Hi, I’m Tim and this is Fence Grade Smoke.
Hello! It’s been too long. Let’s catch up, shall we?
What has been aiding my recovery from writer’s block is likely the most obvious solution: reading. I’m not the most voracious reader, but as Stephen King has remarked in his memoir On Writing, and I’m paraphrasing here, “If you want to be a writer, read. Read, then read some more.” In the last few months I’ve sank my teeth into some incredible novels and discovered authors that I never would have otherwise by using my trusty friend Google and the local library. Through these works I’ve stretched my literary muscles and opened my perspective to complex facets of the human condition.
Take, for instance, Mysterious Skin by Scott Heim. I had watched the film adaptation multiple times, and have become a huge fan of the soundtrack, composed by Harold Budd and Robin Guthrie. I turn on this forty-three minute album of nostalgic, melancholy, ambient treasure every night as I fall asleep, and have done so for the last couple of years, never growing tired of the beautiful and yet haunting symphony of sound.
Naturally I was curious to read the book that the film is based on and my god, that was an experience. The story, centered around two teenage boys, follows them independently as one comes to terms with his homosexuality by compartmentalizing the sexual abuse he suffered as a child and romanticizing the acts. The other teen struggles to piece together his own past, stuck on a night when he was eight years old and woke up in a crawl space having lost hours of his life, chalking it up to an alien abduction incident. There was so much soul in this book, and while it was deeply disturbing at parts, the language was enticing and sucked me into the lives of these troubled teens.

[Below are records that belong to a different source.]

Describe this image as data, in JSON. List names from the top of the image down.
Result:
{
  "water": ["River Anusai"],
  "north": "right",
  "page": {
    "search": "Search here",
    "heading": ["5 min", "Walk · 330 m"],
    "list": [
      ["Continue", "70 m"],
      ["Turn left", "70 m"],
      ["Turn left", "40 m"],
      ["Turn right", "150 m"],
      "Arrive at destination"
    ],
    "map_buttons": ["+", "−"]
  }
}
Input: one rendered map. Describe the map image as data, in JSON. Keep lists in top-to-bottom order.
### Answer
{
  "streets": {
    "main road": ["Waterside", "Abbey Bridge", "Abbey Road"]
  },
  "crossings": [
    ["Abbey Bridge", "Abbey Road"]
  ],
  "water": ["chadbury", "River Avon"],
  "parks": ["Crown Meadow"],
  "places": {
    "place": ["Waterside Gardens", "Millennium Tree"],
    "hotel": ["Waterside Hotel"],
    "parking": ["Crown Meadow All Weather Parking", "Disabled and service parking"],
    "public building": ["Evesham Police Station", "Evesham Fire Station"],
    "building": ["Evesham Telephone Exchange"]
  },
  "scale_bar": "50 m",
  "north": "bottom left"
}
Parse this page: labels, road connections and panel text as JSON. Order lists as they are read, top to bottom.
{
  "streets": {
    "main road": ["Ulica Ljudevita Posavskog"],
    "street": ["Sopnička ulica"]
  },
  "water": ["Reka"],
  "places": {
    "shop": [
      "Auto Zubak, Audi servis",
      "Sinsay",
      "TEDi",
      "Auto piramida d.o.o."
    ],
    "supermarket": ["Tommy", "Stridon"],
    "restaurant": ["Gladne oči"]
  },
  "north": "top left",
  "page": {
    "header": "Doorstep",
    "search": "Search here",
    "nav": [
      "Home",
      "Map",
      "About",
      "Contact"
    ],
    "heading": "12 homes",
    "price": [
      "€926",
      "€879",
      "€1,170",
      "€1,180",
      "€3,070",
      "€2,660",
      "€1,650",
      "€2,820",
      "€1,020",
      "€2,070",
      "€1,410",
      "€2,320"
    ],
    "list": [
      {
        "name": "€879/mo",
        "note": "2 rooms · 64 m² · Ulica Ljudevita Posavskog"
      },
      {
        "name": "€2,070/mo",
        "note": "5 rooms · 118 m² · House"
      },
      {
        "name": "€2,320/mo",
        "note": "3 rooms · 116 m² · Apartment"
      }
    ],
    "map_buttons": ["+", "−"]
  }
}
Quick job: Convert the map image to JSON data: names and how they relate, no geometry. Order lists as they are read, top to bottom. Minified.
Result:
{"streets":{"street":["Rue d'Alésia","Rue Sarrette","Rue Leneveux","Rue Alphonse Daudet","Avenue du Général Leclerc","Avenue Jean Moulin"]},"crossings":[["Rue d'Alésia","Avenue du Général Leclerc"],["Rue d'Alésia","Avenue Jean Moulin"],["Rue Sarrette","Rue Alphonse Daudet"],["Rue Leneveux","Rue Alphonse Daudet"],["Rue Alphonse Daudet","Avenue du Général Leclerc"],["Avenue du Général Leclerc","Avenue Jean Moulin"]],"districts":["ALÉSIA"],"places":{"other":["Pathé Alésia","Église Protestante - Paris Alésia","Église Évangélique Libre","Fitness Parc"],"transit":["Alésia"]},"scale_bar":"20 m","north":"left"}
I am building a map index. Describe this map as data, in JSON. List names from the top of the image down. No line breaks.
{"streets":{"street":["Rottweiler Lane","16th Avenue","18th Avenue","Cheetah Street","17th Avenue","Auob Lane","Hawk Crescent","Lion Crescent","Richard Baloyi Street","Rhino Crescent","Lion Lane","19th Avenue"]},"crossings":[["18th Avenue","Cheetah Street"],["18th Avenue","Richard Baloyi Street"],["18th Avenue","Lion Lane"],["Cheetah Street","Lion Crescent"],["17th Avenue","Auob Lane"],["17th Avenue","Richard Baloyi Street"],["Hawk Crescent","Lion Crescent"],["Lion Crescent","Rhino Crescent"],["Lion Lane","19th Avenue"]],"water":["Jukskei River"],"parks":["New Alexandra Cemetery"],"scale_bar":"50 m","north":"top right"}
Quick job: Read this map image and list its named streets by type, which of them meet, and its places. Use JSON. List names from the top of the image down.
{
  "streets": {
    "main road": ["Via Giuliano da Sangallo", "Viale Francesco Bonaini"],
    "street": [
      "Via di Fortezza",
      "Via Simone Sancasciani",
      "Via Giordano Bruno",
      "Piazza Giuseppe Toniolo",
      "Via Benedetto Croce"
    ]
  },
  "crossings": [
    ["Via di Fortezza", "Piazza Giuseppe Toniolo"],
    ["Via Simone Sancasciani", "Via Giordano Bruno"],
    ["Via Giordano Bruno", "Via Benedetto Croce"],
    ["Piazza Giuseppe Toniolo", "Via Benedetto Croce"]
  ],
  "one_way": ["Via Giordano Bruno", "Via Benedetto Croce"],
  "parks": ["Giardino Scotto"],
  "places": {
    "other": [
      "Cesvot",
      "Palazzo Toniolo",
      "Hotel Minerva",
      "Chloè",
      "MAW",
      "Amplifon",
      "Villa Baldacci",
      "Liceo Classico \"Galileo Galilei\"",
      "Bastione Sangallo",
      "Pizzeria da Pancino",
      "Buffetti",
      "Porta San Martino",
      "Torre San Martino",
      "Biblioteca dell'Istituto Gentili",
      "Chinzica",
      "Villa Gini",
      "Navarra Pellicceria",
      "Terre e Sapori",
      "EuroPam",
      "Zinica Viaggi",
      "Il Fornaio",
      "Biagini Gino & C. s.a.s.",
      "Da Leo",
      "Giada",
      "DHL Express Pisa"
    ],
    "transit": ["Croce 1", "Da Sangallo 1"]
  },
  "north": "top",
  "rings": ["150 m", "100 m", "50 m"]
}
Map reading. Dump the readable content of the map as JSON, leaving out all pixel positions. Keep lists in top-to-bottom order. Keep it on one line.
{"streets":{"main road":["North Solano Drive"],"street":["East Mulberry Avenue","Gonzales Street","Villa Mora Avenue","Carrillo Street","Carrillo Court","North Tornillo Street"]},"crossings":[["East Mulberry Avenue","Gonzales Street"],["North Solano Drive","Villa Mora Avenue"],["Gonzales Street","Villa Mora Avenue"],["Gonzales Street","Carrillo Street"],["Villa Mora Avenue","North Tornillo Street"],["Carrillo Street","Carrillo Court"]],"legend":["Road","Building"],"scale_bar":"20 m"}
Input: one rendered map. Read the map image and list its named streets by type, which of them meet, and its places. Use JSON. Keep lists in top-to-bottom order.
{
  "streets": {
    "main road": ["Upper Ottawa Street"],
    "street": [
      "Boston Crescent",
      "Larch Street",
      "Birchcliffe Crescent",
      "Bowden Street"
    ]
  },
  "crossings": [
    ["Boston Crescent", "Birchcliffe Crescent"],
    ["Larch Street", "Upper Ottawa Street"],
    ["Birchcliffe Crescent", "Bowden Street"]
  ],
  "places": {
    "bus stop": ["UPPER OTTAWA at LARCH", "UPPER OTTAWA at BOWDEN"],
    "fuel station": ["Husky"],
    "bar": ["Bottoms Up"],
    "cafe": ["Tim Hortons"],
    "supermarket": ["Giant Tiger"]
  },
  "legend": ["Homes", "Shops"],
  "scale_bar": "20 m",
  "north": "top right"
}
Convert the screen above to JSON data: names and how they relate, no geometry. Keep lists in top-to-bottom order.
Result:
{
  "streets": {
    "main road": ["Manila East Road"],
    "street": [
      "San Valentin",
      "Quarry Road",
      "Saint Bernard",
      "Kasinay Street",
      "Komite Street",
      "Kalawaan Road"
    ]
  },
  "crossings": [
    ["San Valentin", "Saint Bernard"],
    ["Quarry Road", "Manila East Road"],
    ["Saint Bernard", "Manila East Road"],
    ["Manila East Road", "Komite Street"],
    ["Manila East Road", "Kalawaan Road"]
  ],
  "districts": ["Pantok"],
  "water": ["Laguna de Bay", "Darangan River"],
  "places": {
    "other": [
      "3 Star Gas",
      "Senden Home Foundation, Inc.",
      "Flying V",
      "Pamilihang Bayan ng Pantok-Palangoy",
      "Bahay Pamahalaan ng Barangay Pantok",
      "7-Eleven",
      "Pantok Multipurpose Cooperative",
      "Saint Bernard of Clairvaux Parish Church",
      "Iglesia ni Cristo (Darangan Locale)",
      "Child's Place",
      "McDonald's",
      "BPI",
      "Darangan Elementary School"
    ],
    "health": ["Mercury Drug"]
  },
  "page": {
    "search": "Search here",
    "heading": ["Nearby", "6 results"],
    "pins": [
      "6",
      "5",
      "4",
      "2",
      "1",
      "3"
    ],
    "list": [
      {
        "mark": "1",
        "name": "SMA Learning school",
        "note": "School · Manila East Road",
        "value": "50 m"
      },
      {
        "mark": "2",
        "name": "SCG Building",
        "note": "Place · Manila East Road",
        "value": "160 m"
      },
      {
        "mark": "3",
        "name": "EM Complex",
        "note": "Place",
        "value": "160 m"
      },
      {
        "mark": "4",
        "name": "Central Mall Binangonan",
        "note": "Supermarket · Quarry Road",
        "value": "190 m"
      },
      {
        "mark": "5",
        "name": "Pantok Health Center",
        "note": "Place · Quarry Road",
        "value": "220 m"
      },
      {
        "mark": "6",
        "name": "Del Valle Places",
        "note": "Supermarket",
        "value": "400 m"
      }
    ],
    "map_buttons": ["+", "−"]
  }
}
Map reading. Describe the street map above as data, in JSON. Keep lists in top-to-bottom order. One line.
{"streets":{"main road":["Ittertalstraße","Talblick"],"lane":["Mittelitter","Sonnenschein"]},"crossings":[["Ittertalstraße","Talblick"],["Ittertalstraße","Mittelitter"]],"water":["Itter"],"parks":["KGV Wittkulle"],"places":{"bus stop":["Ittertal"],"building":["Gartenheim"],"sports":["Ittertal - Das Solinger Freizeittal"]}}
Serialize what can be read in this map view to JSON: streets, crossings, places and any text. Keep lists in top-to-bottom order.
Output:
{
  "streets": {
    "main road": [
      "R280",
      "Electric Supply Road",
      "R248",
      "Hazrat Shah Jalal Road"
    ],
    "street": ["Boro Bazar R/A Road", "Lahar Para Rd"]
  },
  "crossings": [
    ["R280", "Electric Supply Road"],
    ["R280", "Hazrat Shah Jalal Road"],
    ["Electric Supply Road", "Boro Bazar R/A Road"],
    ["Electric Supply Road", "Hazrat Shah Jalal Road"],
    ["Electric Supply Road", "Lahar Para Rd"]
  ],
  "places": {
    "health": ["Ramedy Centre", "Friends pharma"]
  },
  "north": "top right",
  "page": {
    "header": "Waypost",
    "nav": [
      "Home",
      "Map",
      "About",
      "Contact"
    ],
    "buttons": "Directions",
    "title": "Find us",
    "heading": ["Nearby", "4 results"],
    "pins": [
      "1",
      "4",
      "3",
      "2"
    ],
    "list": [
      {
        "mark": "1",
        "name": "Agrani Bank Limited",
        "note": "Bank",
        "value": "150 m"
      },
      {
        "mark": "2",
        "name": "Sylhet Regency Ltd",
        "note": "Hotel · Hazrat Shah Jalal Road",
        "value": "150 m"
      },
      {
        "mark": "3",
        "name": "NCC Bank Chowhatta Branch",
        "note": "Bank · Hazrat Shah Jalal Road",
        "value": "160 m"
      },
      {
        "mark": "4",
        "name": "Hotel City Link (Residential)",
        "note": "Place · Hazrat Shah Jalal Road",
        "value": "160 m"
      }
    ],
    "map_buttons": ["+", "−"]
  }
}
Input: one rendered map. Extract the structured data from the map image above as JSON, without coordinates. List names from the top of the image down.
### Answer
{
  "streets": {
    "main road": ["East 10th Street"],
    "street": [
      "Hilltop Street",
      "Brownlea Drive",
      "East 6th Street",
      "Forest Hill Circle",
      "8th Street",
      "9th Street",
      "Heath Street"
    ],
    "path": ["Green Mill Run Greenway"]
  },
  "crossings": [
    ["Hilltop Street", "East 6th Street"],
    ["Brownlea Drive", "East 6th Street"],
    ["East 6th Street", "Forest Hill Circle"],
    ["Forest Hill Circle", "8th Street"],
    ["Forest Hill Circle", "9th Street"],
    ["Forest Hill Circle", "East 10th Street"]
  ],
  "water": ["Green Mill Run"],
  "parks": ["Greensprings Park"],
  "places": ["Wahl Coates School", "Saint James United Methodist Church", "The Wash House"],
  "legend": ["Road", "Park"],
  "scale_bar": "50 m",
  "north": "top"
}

Needless to say the novel sparked a fire in me to sink into other works, and I’ve compiled a small pile of novels that I’ve read since leaving the characters of Mysterious Skin behind. One novel I read stood out like Skin, because it legitimately frightened me and also captured my imagination in a way that no book had since House of Leaves (by Mark Z. Danielewski).
Paul Tremblay’s A Head Full of Ghosts is a horror novel that focuses on the life of a woman named Merry as she recounts the events that surrounded the apparent demonic possession of her fourteen year old sister Marjorie when she, herself, was eight years old. Most of the events were televised and recreated in a reality show, which helps Merry untangle her own twisted memories from reality. I won’t go much more into it, but all I can say is…bravo, Mr. Tremblay. There were so many twists and turns in the novel that I felt thrown for a loop as I reached the end, literally gasping at the final revelations of Merry’s story. I cannot recommend that novel enough. I really believed I would not find a novel as compelling as Ghosts for a while after I put it down.
Luckily, I didn’t have to look too far.
Tremblay’s follow up novel, Disappearance at Devil’s Rock, like Ghosts, has been haunting me since I finished it (which was only about twenty-four hours ago, but still). This novel is about the disappearance of thirteen year old Tommy Sanderson, who vanished one night when he and his two friends were playing in the woods. As the story unravels we discover more about Tommy, his friends, a mysterious stranger named Arnold, and the impact that his disappearance has on the lives of his immediate family (mother, sister, and grandmother) and those of his friends, who try to hold onto their own secrets before all is revealed in one shocking conclusion. That may sound hyperbolic but I’m not being cheeky, I was floored by the grand reveal.
Again, I can’t go too deeply into the novel, but if you’re a fan or have seen the Australian horror/true crime mockumentary film Lake Mungo (2008), then you’re in for a real treat. Even if you haven’t seen the film (which is NOT directly related to Tremblay’s novel, aside from its similar story beats and allusions), read this book. I’ll admit that the book didn’t really “click” for me until I realized that it was a love letter/its own take on Mungo. But even if I had never seen Mungo, it still would have been just as intriguing. Both focus on a paranormal phenomenon that is honestly becoming one of my most beloved (and feared) myths, but I can’t say more.
So that’s what I’ve been up to lately. Fighting writer’s block head on with literature, and I will admit, writing some new material that I hope to publish soon (professionally, or on here exclusively). I hope that you all are doing well, and I look forward to connecting with you more. Fence Grade Smoke will balloon someday, but until then, I appreciate every “like” that these posts receive from my humble audience.
And with that, I’m going to back to books.